▶ **WHAT YOU HAVE TO DO**
Copy out every entry precisely.

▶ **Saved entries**
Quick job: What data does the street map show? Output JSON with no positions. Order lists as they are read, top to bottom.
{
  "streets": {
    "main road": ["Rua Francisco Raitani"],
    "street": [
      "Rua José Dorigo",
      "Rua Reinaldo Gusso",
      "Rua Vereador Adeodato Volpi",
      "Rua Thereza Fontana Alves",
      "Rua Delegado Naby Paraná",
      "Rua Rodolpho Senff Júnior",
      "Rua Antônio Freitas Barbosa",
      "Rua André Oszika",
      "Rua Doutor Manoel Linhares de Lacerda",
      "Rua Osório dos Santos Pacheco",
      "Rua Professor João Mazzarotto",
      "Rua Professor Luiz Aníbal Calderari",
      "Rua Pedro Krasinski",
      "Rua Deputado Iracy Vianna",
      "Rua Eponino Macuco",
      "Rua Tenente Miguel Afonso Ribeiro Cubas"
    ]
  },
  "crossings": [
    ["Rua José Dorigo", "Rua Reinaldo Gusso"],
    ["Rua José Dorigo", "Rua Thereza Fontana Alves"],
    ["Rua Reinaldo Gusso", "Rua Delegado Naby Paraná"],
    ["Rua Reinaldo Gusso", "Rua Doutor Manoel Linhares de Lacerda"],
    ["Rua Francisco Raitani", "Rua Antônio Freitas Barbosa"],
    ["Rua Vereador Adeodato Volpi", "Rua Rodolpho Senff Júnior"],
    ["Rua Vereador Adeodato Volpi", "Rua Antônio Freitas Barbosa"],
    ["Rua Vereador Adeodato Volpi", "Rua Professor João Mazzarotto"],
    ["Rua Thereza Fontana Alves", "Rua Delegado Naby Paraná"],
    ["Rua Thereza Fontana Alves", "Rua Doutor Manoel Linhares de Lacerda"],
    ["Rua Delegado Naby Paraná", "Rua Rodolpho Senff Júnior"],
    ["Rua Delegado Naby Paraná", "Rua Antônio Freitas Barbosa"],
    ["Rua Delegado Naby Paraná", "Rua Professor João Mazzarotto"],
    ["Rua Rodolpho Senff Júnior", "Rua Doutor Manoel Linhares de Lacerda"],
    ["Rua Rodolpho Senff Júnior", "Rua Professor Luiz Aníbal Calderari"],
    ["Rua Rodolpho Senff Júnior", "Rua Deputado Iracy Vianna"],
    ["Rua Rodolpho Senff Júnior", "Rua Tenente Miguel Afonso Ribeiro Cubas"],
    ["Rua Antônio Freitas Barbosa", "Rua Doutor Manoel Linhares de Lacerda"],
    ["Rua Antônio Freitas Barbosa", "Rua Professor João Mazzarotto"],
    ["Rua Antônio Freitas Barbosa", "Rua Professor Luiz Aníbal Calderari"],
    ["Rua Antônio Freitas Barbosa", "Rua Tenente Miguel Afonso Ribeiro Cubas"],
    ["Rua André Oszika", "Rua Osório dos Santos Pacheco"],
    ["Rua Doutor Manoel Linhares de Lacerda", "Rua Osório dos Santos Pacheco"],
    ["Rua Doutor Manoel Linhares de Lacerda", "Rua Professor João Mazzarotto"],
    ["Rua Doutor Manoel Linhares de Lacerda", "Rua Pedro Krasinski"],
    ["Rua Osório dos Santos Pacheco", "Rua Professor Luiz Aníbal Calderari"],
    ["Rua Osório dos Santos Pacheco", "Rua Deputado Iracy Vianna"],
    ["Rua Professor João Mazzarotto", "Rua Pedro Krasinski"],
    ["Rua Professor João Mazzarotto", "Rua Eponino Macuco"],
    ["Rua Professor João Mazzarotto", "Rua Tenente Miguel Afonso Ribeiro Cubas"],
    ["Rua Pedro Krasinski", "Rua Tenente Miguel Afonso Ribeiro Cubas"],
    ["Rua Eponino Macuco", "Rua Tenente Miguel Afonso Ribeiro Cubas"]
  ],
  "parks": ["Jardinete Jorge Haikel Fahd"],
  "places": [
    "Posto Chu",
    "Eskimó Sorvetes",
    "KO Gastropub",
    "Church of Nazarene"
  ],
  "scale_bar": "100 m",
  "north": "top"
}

▶ **TASK ANSWER**
Quick job: What data does the street map show? Output JSON with no positions. Order lists as they are read, top to bottom.
{
  "streets": {
    "main road": ["Rua Francisco Raitani"],
    "street": [
      "Rua José Dorigo",
      "Rua Reinaldo Gusso",
      "Rua Vereador Adeodato Volpi",
      "Rua Thereza Fontana Alves",
      "Rua Delegado Naby Paraná",
      "Rua Rodolpho Senff Júnior",
      "Rua Antônio Freitas Barbosa",
      "Rua André Oszika",
      "Rua Doutor Manoel Linhares de Lacerda",
      "Rua Osório dos Santos Pacheco",
      "Rua Professor João Mazzarotto",
      "Rua Professor Luiz Aníbal Calderari",
      "Rua Pedro Krasinski",
      "Rua Deputado Iracy Vianna",
      "Rua Eponino Macuco",
      "Rua Tenente Miguel Afonso Ribeiro Cubas"
    ]
  },
  "crossings": [
    ["Rua José Dorigo", "Rua Reinaldo Gusso"],
    ["Rua José Dorigo", "Rua Thereza Fontana Alves"],
    ["Rua Reinaldo Gusso", "Rua Delegado Naby Paraná"],
    ["Rua Reinaldo Gusso", "Rua Doutor Manoel Linhares de Lacerda"],
    ["Rua Francisco Raitani", "Rua Antônio Freitas Barbosa"],
    ["Rua Vereador Adeodato Volpi", "Rua Rodolpho Senff Júnior"],
    ["Rua Vereador Adeodato Volpi", "Rua Antônio Freitas Barbosa"],
    ["Rua Vereador Adeodato Volpi", "Rua Professor João Mazzarotto"],
    ["Rua Thereza Fontana Alves", "Rua Delegado Naby Paraná"],
    ["Rua Thereza Fontana Alves", "Rua Doutor Manoel Linhares de Lacerda"],
    ["Rua Delegado Naby Paraná", "Rua Rodolpho Senff Júnior"],
    ["Rua Delegado Naby Paraná", "Rua Antônio Freitas Barbosa"],
    ["Rua Delegado Naby Paraná", "Rua Professor João Mazzarotto"],
    ["Rua Rodolpho Senff Júnior", "Rua Doutor Manoel Linhares de Lacerda"],
    ["Rua Rodolpho Senff Júnior", "Rua Professor Luiz Aníbal Calderari"],
    ["Rua Rodolpho Senff Júnior", "Rua Deputado Iracy Vianna"],
    ["Rua Rodolpho Senff Júnior", "Rua Tenente Miguel Afonso Ribeiro Cubas"],
    ["Rua Antônio Freitas Barbosa", "Rua Doutor Manoel Linhares de Lacerda"],
    ["Rua Antônio Freitas Barbosa", "Rua Professor João Mazzarotto"],
    ["Rua Antônio Freitas Barbosa", "Rua Professor Luiz Aníbal Calderari"],
    ["Rua Antônio Freitas Barbosa", "Rua Tenente Miguel Afonso Ribeiro Cubas"],
    ["Rua André Oszika", "Rua Osório dos Santos Pacheco"],
    ["Rua Doutor Manoel Linhares de Lacerda", "Rua Osório dos Santos Pacheco"],
    ["Rua Doutor Manoel Linhares de Lacerda", "Rua Professor João Mazzarotto"],
    ["Rua Doutor Manoel Linhares de Lacerda", "Rua Pedro Krasinski"],
    ["Rua Osório dos Santos Pacheco", "Rua Professor Luiz Aníbal Calderari"],
    ["Rua Osório dos Santos Pacheco", "Rua Deputado Iracy Vianna"],
    ["Rua Professor João Mazzarotto", "Rua Pedro Krasinski"],
    ["Rua Professor João Mazzarotto", "Rua Eponino Macuco"],
    ["Rua Professor João Mazzarotto", "Rua Tenente Miguel Afonso Ribeiro Cubas"],
    ["Rua Pedro Krasinski", "Rua Tenente Miguel Afonso Ribeiro Cubas"],
    ["Rua Eponino Macuco", "Rua Tenente Miguel Afonso Ribeiro Cubas"]
  ],
  "parks": ["Jardinete Jorge Haikel Fahd"],
  "places": [
    "Posto Chu",
    "Eskimó Sorvetes",
    "KO Gastropub",
    "Church of Nazarene"
  ],
  "scale_bar": "100 m",
  "north": "top"
}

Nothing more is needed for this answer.